German retail crisis forces landlords to renegotiate as vacancy risk rises
Insolvency lawyer Stefan Denkhaus warns landlords to offer concessions amid the German retail crisis to prevent a wave of long-term vacancies and wider financial strain.
The German retail crisis has driven a steep drop in customer spending, leaving many stores across cities and rural areas visibly empty and prompting insolvency professionals to call for urgent landlord concessions. Insolvency lawyer Stefan Denkhaus, a partner at a Hamburg restructuring firm who has managed major retail insolvencies, says landlords and their banks must act now to avoid a cascade of defaults and prolonged commercial vacancies. His appeal is aimed at owners of shopping centres, department stores and street-level retail premises who face rising vacancy and shrinking demand.

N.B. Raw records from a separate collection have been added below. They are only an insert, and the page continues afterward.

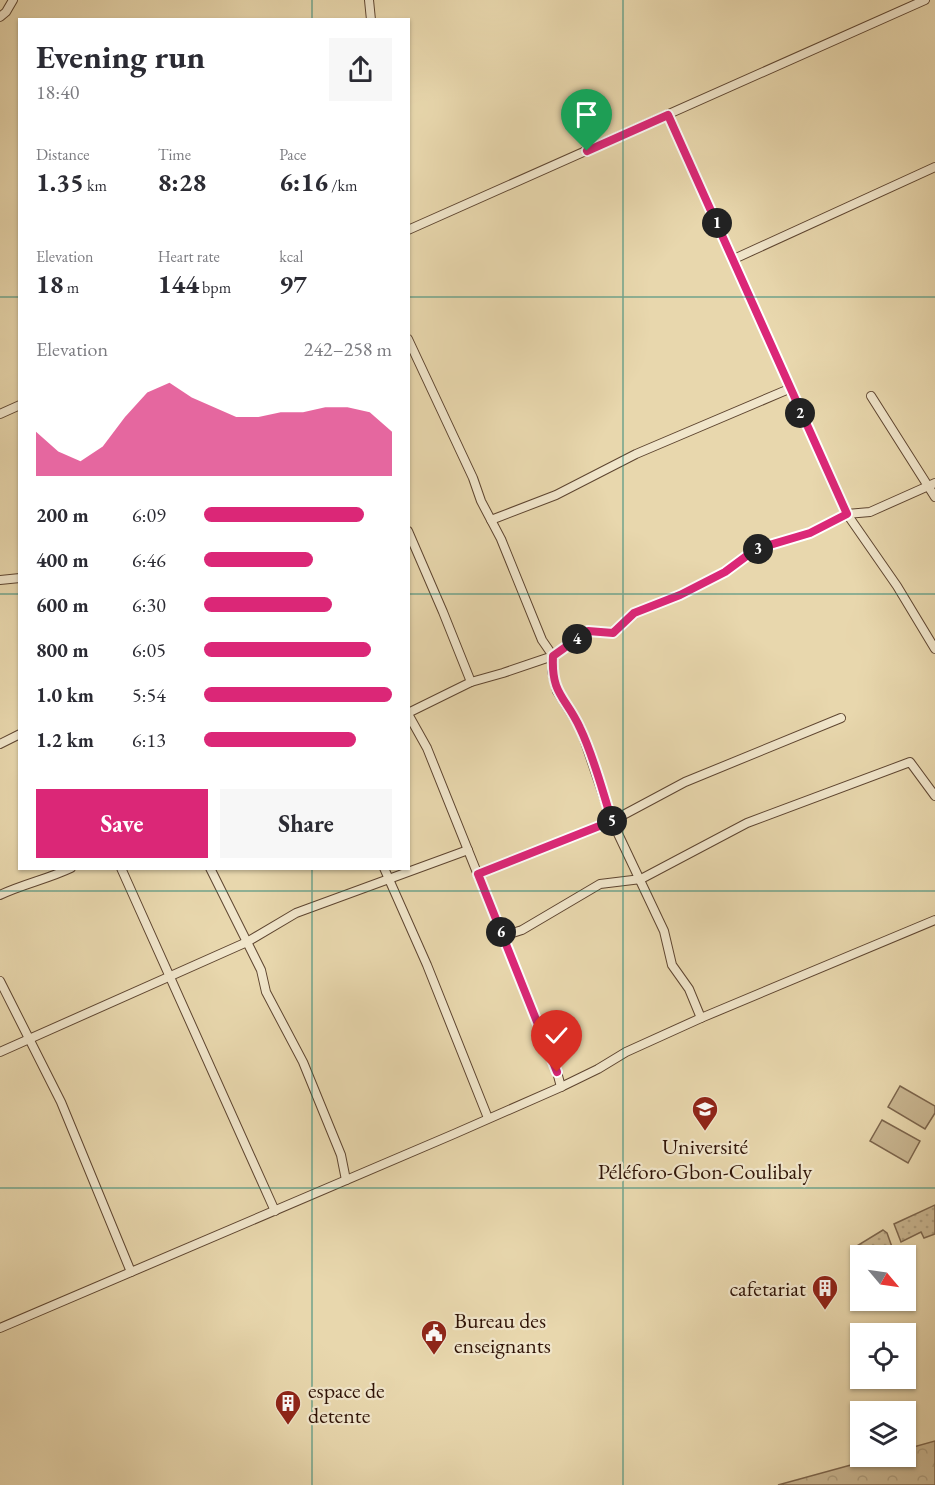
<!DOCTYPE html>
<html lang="en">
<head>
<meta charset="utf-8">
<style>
  :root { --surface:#fff; --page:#f7f7f7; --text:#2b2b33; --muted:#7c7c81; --accent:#db2777 }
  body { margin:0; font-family:"EB Garamond",serif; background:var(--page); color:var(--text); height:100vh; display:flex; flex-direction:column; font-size:22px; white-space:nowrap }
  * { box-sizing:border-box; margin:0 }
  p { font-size:20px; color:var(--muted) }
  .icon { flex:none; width:33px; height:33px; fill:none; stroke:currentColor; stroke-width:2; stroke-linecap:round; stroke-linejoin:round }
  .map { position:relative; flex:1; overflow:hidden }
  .drawer { position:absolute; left:18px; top:18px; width:392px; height:852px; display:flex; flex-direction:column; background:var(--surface); border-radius:0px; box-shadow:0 2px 4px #0004 }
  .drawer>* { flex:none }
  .needle { width:39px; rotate:119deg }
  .fabs { position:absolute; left:850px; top:1245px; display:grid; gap:12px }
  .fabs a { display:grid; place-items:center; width:66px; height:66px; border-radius:0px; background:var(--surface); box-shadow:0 2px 4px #0004; font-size:30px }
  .pin { position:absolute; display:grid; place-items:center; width:51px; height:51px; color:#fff; margin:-62px -26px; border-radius:50% 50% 50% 0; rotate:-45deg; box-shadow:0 0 6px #0007 }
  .pin .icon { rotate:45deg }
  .km { position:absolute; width:30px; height:30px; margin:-15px; border-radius:50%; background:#222; color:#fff; font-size:16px; line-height:30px; text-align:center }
  .round { display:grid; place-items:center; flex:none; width:63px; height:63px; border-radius:0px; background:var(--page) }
  .summary { display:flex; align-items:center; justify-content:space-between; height:102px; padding:0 18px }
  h1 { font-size:33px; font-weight:700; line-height:45px }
  .stats { display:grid; grid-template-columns:repeat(3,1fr); gap:9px; height:102px; padding:6px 18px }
  .stats div { display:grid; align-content:center }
  .stats b { font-size:26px; font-weight:700 }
  .stats small { font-size:16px; font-weight:400 }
  .stats p { font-size:16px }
  .chart { height:168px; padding:12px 18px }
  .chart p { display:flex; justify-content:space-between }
  .chart svg { width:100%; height:108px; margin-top:6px; fill:var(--accent); opacity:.7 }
  .action { display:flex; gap:12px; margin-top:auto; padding:12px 18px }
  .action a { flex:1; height:69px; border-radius:0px; background:var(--accent); color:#fff; font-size:24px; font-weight:700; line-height:69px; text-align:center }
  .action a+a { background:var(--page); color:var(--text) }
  ul { padding:0 18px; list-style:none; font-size:20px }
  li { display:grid; grid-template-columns:96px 72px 1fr; align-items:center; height:45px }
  li i { height:15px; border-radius:8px; background:var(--accent) }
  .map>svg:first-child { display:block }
</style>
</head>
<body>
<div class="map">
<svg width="935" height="1485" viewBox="0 0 935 1485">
  <defs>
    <pattern id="grass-dots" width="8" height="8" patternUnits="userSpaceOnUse" patternTransform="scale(1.5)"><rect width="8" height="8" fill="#c9b691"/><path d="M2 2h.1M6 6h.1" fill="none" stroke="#ad9c7c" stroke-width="1.8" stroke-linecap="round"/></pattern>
    <pattern id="forest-crowns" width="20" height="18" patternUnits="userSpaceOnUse" patternTransform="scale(1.5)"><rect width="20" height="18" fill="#c9b691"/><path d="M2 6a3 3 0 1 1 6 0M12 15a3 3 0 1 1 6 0" fill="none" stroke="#ad9c7c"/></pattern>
  </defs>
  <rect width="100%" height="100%" fill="#e8d7ad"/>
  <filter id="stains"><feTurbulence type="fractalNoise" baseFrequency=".00333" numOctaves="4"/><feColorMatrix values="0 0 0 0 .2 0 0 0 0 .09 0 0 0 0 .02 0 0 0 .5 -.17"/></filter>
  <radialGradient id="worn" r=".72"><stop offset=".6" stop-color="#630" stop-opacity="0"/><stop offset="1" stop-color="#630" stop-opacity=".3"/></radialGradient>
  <!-- grass -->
  <g fill="url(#grass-dots)" stroke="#7c654c" stroke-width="1.5">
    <path d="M 935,1205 L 935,1234 L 924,1238 L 921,1232 L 901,1242 L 894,1224 Z"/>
    <path d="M 883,1230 L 887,1233 L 892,1247 L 883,1253 L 884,1255 L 861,1256 L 861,1264 L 855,1247 Z"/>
  </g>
  <!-- forest -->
  <path fill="url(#forest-crowns)" stroke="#7c654c" stroke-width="1.5" d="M 935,1441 L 935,1485 L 778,1485 L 880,1457 L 906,1456 L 906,1449 Z"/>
  <!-- park -->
  <g fill="#c9b691" stroke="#7c654c" stroke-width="1.5">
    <path d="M 900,1086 L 935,1106 L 935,1113 L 925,1129 L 888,1107 Z"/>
    <path d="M 882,1120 L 920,1141 L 908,1163 L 870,1141 Z"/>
  </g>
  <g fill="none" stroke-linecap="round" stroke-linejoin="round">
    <!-- street casing -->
    <g stroke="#5e4530" stroke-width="10">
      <g id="street">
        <path d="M 369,0 L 371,20"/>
        <path d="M 0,17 L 6,12 L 13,0"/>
        <path d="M 668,115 L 847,514 L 897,586 L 935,649"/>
        <path d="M 408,230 L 925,0"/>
        <path d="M 734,259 L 935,167"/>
        <path d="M 408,339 L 473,478 L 481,501 L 501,539 L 542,640 L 553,656 L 552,671 L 557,691 L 580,727 L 612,821 L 664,931 L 672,965 L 689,989 L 701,1018"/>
        <path d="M 871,396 L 935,497"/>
        <path d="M 0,414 L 20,405"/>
        <path d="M 491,520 L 556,495 L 636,454 L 789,389"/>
        <path d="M 408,531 L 443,612 L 471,682"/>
        <path d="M 0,580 L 20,578"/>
        <path d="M 408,713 L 471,682 L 503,673 L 553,656 L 588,631 L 613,633 L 634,613 L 680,595 L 725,572 L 756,549 L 810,533 L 847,514 L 870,512 L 935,483"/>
        <path d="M 408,714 L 427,748 L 557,1072 L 561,1087"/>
        <path d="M 0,744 L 20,734"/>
        <path d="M 121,868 L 275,1211"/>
        <path d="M 210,868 L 261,970 L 266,992 L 303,1062 L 341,1155 L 346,1180"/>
        <path d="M 384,868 L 427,965 L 488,1118"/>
        <path d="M 478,874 L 612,821 L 685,782 L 841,718"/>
        <path d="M 0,895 C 23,884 48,879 71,868"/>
        <path d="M 503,936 L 522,930 L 600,884 L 641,879 L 747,823 L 910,762 L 935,796"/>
        <path d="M 0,981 L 61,1102 L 131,1272"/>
        <path d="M 0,1052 L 247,942 L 296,913 L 468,850"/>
        <path d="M 0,1328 L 454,1134 L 561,1087 L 598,1069 L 626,1052 L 701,1018 L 935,920"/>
      </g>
    </g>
    <!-- street -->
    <use href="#street" stroke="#f0e5ca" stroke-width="8"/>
  </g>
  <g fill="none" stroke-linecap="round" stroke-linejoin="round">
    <!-- route casing -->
    <g stroke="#fff" stroke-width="12">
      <path id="route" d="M 557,1072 L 478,874 L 612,821 C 602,790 594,757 580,728 C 566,697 551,695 553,656 L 588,631 L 613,633 L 634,613 L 680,595 L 725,572 L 756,549 L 810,533 L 847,514 L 668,115 L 587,151"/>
    </g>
    <!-- route -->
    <use href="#route" stroke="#db2777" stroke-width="8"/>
  </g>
  <!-- grid -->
  <path fill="none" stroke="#0f766e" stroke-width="1.5" stroke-opacity="0.55" d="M 312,0 L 312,20M 623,0 L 623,1485M 0,297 L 20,297M 408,297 L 935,297M 0,594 L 20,594M 408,594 L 935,594M 312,868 L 312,1485M 0,891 L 935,891M 0,1188 L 935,1188"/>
  <!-- icons -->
  <defs>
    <g id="university-pin" transform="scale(1.35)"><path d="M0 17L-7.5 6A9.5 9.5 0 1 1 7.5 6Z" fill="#8f2418" stroke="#f0e5ca"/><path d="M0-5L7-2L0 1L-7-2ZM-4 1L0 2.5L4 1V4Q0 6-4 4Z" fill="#fff"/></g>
    <g id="building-pin" transform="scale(1.35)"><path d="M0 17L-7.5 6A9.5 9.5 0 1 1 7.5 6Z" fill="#8f2418" stroke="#f0e5ca"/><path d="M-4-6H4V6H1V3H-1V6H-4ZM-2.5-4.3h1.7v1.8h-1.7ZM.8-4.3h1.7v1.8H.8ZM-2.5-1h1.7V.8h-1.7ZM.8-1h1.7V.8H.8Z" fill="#fff"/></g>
    <g id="civic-pin" transform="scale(1.35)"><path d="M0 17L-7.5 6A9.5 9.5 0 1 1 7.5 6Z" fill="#8f2418" stroke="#f0e5ca"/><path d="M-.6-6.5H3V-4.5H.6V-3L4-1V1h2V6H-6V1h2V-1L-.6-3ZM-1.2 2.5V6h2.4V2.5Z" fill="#fff"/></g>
  </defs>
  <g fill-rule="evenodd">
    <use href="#university-pin" x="705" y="1109"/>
    <use href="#building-pin" x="825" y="1288"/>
    <use href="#civic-pin" x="434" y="1333"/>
    <use href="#building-pin" x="288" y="1403"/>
  </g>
  <g text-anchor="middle" stroke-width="4.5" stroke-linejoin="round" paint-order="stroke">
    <!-- poi labels -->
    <g font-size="22" fill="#301407" stroke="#f0e5ca" text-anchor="start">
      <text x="705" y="1154" text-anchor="middle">Université<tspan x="705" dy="25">Péléforo-Gbon-Coulibaly</tspan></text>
      <text x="806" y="1296" text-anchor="end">cafetariat</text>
      <text x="454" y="1328">Bureau des<tspan x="454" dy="25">enseignants</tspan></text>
      <text x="308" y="1398">espace de<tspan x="308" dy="25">detente</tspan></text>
    </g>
  </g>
  <rect width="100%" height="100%" filter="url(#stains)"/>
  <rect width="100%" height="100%" fill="url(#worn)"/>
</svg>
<div class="fabs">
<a><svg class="needle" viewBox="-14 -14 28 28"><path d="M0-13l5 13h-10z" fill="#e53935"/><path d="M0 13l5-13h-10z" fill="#7c7c81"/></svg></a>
<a><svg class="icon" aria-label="locate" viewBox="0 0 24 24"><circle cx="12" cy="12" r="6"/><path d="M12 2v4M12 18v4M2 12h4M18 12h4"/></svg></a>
<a><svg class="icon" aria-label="layers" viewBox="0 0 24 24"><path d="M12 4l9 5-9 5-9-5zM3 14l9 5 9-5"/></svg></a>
</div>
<div class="pin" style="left:587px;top:151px;background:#1e9e55"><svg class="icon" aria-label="arrive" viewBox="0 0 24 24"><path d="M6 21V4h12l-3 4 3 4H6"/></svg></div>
<div class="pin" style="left:557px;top:1072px;background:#d93025"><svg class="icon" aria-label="check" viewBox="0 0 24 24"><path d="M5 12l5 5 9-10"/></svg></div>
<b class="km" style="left:717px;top:223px">1</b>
<b class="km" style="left:800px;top:413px">2</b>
<b class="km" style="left:758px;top:549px">3</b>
<b class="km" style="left:577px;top:639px">4</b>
<b class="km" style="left:612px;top:821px">5</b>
<b class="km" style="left:501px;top:932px">6</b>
<section class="drawer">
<div class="summary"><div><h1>Evening run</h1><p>18:40</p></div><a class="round"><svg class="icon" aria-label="share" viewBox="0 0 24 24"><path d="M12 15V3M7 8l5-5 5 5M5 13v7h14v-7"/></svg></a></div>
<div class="stats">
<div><p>Distance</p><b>1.35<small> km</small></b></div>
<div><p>Time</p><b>8:28</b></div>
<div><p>Pace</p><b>6:16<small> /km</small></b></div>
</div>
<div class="stats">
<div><p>Elevation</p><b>18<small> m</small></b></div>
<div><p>Heart rate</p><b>144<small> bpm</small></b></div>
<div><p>kcal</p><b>97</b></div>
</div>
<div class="chart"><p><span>Elevation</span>242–258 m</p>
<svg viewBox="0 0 160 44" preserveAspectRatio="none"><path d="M0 44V26L10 34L20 38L30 32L40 20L50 10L60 6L70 12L80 16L90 20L100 20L110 18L120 18L130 16L140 16L150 18L160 26V44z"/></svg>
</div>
<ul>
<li><b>200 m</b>6:09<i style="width:85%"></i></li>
<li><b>400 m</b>6:46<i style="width:58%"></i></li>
<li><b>600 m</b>6:30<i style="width:68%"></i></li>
<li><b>800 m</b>6:05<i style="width:89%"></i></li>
<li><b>1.0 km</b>5:54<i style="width:100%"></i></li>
<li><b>1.2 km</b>6:13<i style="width:81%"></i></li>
</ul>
<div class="action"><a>Save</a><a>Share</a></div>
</section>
</div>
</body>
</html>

Insolvency lawyer warns landlords of rising vacancy risk
Denkhaus told industry contacts that landlords should negotiate with their lenders because empty properties harm owners, banks and local economies alike. He pointed to vacant retail buildings in major cities and smaller towns as evidence that finding replacement tenants at short notice is increasingly unlikely. Without rental relief or restructuring, he warned that the knock-on effects could inflict “a violent impact” on the broader real estate and financial sectors.
Empty department stores may remain unoccupied for years
Experience from recent department store failures shows that re-letting large retail footprints can take two to three years, leaving landlords exposed to long funding gaps and maintenance costs. That timeline turns a single closure into a multi-year financial strain for property owners and their financing banks. The extended vacancy risk increases the likelihood of loan restructurings, accelerated lender interventions and potential write-downs if alternative uses are not found quickly.
Landlords urged to renegotiate with banks and tenants
Denkhaus’s public call centers on pragmatic concessions to avert systemic damage: temporary rent reductions, phased lease transitions and coordinated workouts with mortgage lenders. He argues that these measures reduce immediate vacancy and preserve the attractiveness of retail locations for future occupiers. For landlords, short-term sacrifice on rental income may be preferable to the lasting economic and valuation harm of sustained emptiness.
Repurposing retail space with municipal and medical services
Cities and municipalities have begun experimenting with alternative uses to keep large retail floors active, installing civic service points such as citizen offices where residents can register addresses or apply for documents. Some former department store upper levels are being adapted for local government service counters, while other spaces are being evaluated for medical practices and community services. These conversions can stabilize foot traffic and provide steady, non-retail tenants that help bridge transition periods.
Retail operators test diversified tenancy and concession models
Retailers and landlords are increasingly sharing risk by introducing multiple smaller concessionaires under one roof, allowing established brands to run mini-departments on their own margin. This model spreads operational costs and reduces a single operator’s exposure while preserving a wider product offer that can attract different customer segments. Pop-up concepts and short-term tenancies are also being used as stopgaps to maintain activity and signal to potential long-term tenants that locations remain commercially viable.
Market bifurcation emerges between luxury and discount winners
Recent restructurings and sales strategies show a widening gap in the retail landscape: some brands pursue premium locations and personalized service to capture affluent customers, while discounters compete aggressively on price and scale. Denkhaus cites examples where a luxury repositioning drew investor support, and where low-cost chains expanded successfully by offering sharply priced goods. He warns that the mid-price segment faces significant pressure and that a hollowing out of mid-market retailers is a realistic outcome if structural shifts continue.
Landlords face a strategic choice between preserving asset value through flexible leasing and tenant diversification or confronting a growing stock of hard-to-let properties that could depress market rents and strain bank balance sheets. The path chosen by property owners, lenders and city planners in the coming months will shape whether vacant retail space can be transformed into sustainable community and commercial uses or whether the German retail crisis produces long-term shrinkage in town centres.